Хеке вздыхает. Он не любит боль. Но ему очень хочется, чтобы она действительно, взаправду оказалась в его кармане. Он никогда не поймет, как.
Он сует свою некрасивую ладонь в карман – тот натягивается на полной груди вместе с рубашкой, и Рамси никогда не сумел бы всунуть ее незаметно, – и шарит в нем, немного выдохнув.
– Давай уже, недоумок! Мне скучно, и ты все портишь! – Рамси прикрикивает, и рука Хеке дергается, как и всегда. И, как всегда, кончики пальцев вспыхивают острой болью.
Он достает тонкое лезвие бритвы, держа его не раз уже изрезанными, окровавленными пальцами, и улыбается, как ребенок. Его зубы блестят, бритва блестит в его руке, уже давно мокрое пятно на кармане рубашке блестит от крови.

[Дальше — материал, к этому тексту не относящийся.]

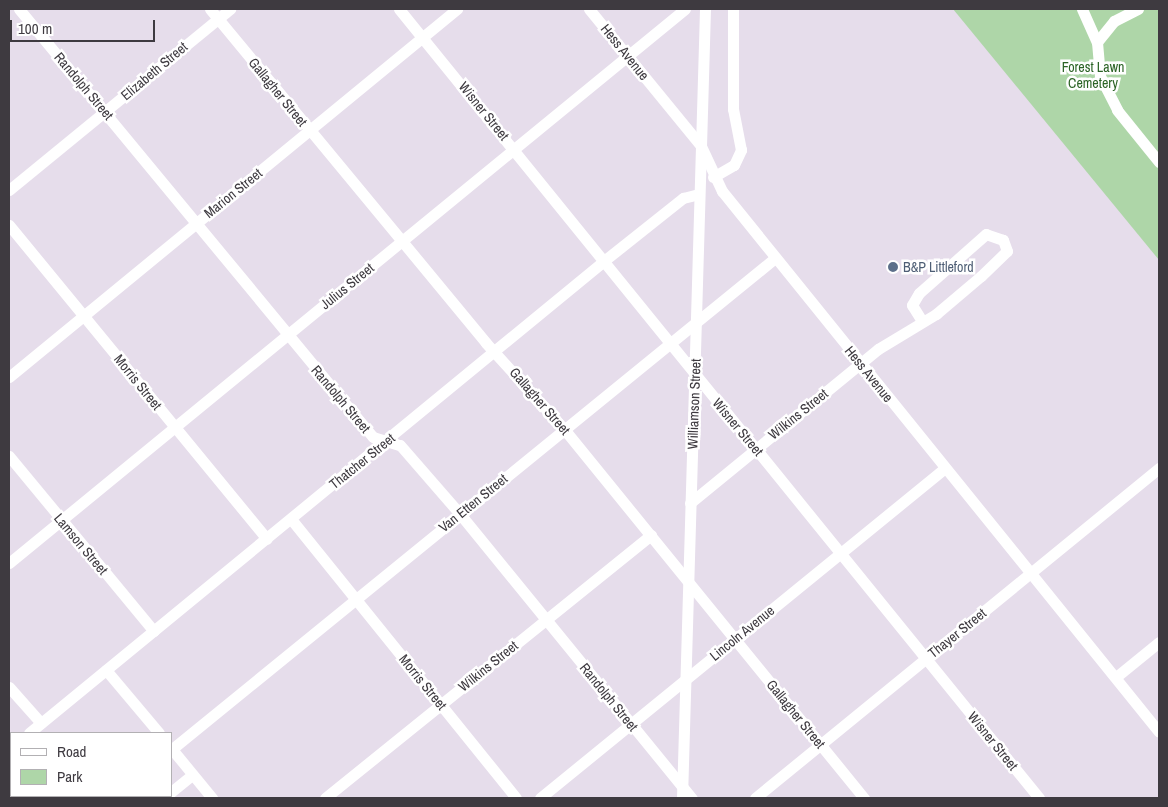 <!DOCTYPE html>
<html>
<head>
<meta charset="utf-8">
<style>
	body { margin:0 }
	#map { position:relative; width:1168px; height:807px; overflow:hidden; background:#e6ddeb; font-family:"Archivo Narrow",sans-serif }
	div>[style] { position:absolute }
	.green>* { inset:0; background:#aed6a8 }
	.minor>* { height:11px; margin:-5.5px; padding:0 5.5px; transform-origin:5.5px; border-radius:5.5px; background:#fff }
	.dots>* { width:14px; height:14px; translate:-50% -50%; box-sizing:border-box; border:2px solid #fff; border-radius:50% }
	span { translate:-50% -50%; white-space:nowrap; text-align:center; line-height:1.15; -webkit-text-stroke:5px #fff; paint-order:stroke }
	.street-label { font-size:14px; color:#3e3a40 }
	.park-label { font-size:14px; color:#2b6325 }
	.service-label { font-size:14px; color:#4e5e75 }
	.left { translate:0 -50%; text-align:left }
	.frame { position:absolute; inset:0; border:10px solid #3e3a40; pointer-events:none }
	.legend { position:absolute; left:10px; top:732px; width:162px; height:65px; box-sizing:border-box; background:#fff; border:1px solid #b2b0b3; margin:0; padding:6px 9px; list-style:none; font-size:15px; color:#3e3a40 }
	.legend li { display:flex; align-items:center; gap:10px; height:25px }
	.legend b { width:25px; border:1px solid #b2b0b3 }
	.scale { position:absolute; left:10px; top:20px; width:145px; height:22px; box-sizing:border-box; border:2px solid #3e3a40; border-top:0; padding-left:6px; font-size:15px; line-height:18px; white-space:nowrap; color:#3e3a40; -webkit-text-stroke:4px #fff; paint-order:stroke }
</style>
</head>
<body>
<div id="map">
	<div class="green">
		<div style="clip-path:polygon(953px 9px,1159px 9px,1159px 260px)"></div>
	</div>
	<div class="minor">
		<div style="left:19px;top:9px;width:555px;rotate:50.41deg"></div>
		<div style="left:373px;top:437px;width:28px;rotate:17deg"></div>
		<div style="left:400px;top:445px;width:91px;rotate:49deg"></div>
		<div style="left:460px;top:514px;width:367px;rotate:50.8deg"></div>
		<div style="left:210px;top:9px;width:433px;rotate:50.4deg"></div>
		<div style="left:486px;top:343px;width:116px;rotate:47.8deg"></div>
		<div style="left:564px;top:429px;width:476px;rotate:50.9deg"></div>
		<div style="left:399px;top:9px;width:1016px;rotate:50.95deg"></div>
		<div style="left:589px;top:9px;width:177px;rotate:50.7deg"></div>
		<div style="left:701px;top:146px;width:50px;rotate:65deg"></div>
		<div style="left:722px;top:191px;width:695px;rotate:51.07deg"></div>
		<div style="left:1082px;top:9px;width:36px;rotate:66deg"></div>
		<div style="left:1097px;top:42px;width:34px;rotate:85deg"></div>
		<div style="left:1100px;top:76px;width:38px;rotate:63deg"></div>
		<div style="left:1117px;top:110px;width:67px;rotate:51.1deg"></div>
		<div style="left:1097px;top:42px;width:27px;rotate:-51deg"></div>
		<div style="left:1114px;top:21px;width:27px;rotate:-27deg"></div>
		<div style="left:713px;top:177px;width:24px;rotate:-30deg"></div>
		<div style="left:734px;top:165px;width:17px;rotate:-65deg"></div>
		<div style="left:741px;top:150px;width:42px;rotate:-101deg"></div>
		<div style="left:733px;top:109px;width:100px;rotate:-90deg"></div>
		<div style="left:9px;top:190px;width:286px;rotate:-39.3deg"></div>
		<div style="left:9px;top:225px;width:406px;rotate:50.6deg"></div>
		<div style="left:9px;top:377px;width:580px;rotate:-39.4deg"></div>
		<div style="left:9px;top:456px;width:227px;rotate:50.4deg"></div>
		<div style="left:690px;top:503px;width:243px;rotate:-39.3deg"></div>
		<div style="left:878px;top:349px;width:68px;rotate:-31.1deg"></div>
		<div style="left:936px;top:314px;width:59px;rotate:-40.2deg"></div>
		<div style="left:981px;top:276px;width:36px;rotate:-44deg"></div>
		<div style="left:1007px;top:251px;width:12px;rotate:-110deg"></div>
		<div style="left:1003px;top:240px;width:18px;rotate:-161deg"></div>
		<div style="left:986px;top:234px;width:89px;rotate:138.6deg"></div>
		<div style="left:919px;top:293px;width:14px;rotate:120deg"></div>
		<div style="left:912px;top:305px;width:19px;rotate:58deg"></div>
		<div style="left:291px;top:519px;width:358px;rotate:51.1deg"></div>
		<div style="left:9px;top:563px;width:874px;rotate:-39.34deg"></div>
		<div style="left:106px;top:670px;width:82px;rotate:49.9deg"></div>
		<div style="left:1116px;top:677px;width:55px;rotate:-39.1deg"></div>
		<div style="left:9px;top:687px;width:48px;rotate:48.4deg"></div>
		<div style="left:29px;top:733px;width:745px;rotate:-39.39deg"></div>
		<div style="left:605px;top:260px;width:100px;rotate:-38.5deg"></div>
		<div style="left:683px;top:198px;width:16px;rotate:-14deg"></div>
		<div style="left:171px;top:748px;width:65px;rotate:50.6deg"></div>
		<div style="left:172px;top:749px;width:778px;rotate:-39.15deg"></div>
		<div style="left:9px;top:750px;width:3px;rotate:-45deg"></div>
		<div style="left:171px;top:792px;width:27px;rotate:-39deg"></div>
		<div style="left:325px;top:798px;width:419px;rotate:-38.9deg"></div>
		<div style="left:540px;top:798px;width:522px;rotate:-39.17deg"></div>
		<div style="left:682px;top:798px;width:789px;rotate:-88.33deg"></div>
		<div style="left:755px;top:798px;width:522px;rotate:-39.24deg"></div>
	</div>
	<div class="dots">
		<div style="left:893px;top:267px;background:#5c6f8a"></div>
	</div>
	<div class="street-label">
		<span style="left:625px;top:52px;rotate:51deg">Hess Avenue</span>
		<span style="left:154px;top:71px;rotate:-40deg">Elizabeth Street</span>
		<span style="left:84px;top:86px;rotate:50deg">Randolph Street</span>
		<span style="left:278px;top:92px;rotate:51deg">Gallagher Street</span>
		<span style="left:484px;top:111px;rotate:51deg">Wisner Street</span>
		<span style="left:233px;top:193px;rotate:-39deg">Marion Street</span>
		<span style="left:347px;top:286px;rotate:-39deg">Julius Street</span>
		<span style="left:869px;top:374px;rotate:51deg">Hess Avenue</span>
		<span style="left:138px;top:382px;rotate:51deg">Morris Street</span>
		<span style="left:341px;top:399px;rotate:50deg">Randolph Street</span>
		<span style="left:540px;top:401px;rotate:49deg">Gallagher Street</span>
		<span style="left:694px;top:404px;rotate:-88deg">Williamson Street</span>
		<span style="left:798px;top:414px;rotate:-39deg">Wilkins Street</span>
		<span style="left:738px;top:427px;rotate:50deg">Wisner Street</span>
		<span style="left:362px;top:461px;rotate:-39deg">Thatcher Street</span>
		<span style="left:473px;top:503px;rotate:-39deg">Van Etten Street</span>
		<span style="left:81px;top:544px;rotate:50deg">Lamson Street</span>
		<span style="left:742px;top:633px;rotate:-39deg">Lincoln Avenue</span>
		<span style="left:957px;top:633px;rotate:-39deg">Thayer Street</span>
		<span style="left:488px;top:666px;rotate:-39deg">Wilkins Street</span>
		<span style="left:423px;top:682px;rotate:51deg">Morris Street</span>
		<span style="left:609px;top:697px;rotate:51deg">Randolph Street</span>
		<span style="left:796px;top:714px;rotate:51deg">Gallagher Street</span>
		<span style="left:993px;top:741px;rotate:51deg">Wisner Street</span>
	</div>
	<div class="park-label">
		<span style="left:1093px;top:75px">Forest Lawn<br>Cemetery</span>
	</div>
	<div class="service-label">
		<span class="left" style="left:903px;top:267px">B&amp;P Littleford</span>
	</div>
	<div class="frame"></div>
	<ul class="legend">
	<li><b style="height:6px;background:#fff"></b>Road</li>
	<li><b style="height:14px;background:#aed6a8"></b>Park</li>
	</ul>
	<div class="scale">100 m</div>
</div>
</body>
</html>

– Все, хватит, я устал, – бросает вдруг Рамси, пиная землю, и сухая пыль вьется вокруг его ботинка. Но Хеке его как будто не слышит. Он завороженно смотрит на маленькое лезвие, каким-то чудом переместившееся из рук Рамси в карман его рубашки. Он все смотрит, даже когда Рамси безуспешно пинает его в колено, и, заскучав окончательно, опять обзывает “тупоумным дурнем”, и уходит куда-то в высокую траву, помочиться, просто поваляться на горячей земле или подавить жуков. И Хеке обязательно присоединится к нему позже. Но пока его глупые мозги варятся и плавятся в черепе, и он почти, почти, почти понимает, как…
Короткий шлепок Иве в нужном направлении и выдохнутое – не прошепченное, не выплюнутое – “возьми!” начинают его движение сразу после того, как тело Рикона соскальзывает между разведенных коленей. Как было бы нелепо запнуться о его вывернутую шею и растянуться на полу, но этого не происходит – Рамси ощущает, как этого не происходит, – и мягкие толчки подошвами ботинок от ковра – два, не один, ему нужен удар, а не прыжок, – занимают ту самую половину секунды. Толстый медведь может двигаться очень и очень быстро. И когда автомат приподнимается ему навстречу, это уже не имеет значения.
Где-то в звенящем пространстве вскрикивает Винафрид, едва слышно взрыкивает не то Ива, не то Морс, шумно вбирает воздух автоматчица, раздается сухая, обжигающая правое ухо очередь и бьется стекло. Рамси некогда оборачиваться или что-то думать по этому поводу. Он вбивается в автоматчика всем своим весом – голова сухо ударяется о стену, – и бритва соскальзывает в пальцы, достаточно ловкие и живые пальцы, чтобы мгновенно открыть ее. И это не то лезвие-игрушка из его детства, это гребаная опасная бритва, оставшаяся в рукаве водолазки после того, как он искал зажигалку, и хотя это все равно не лучшее оружие, он уже зажимает рот автоматчика – чтобы зафиксировать, а не заткнуть, – и взрезает его по какой-то глупости открытое над воротом горло над кадыком. Прижатые в телу руки, так и сжимающие автомат, дергаются, и он, дезориентированный после удара, пытается откинуть Рамси назад, но умирает еще до того, как наконец обрывается беспорядочная очередь у окна. В сумме секунды четыре, непростительно медленная, но приемлемая сегодня скорость. Рамси отпускает мертвеца и оборачивается.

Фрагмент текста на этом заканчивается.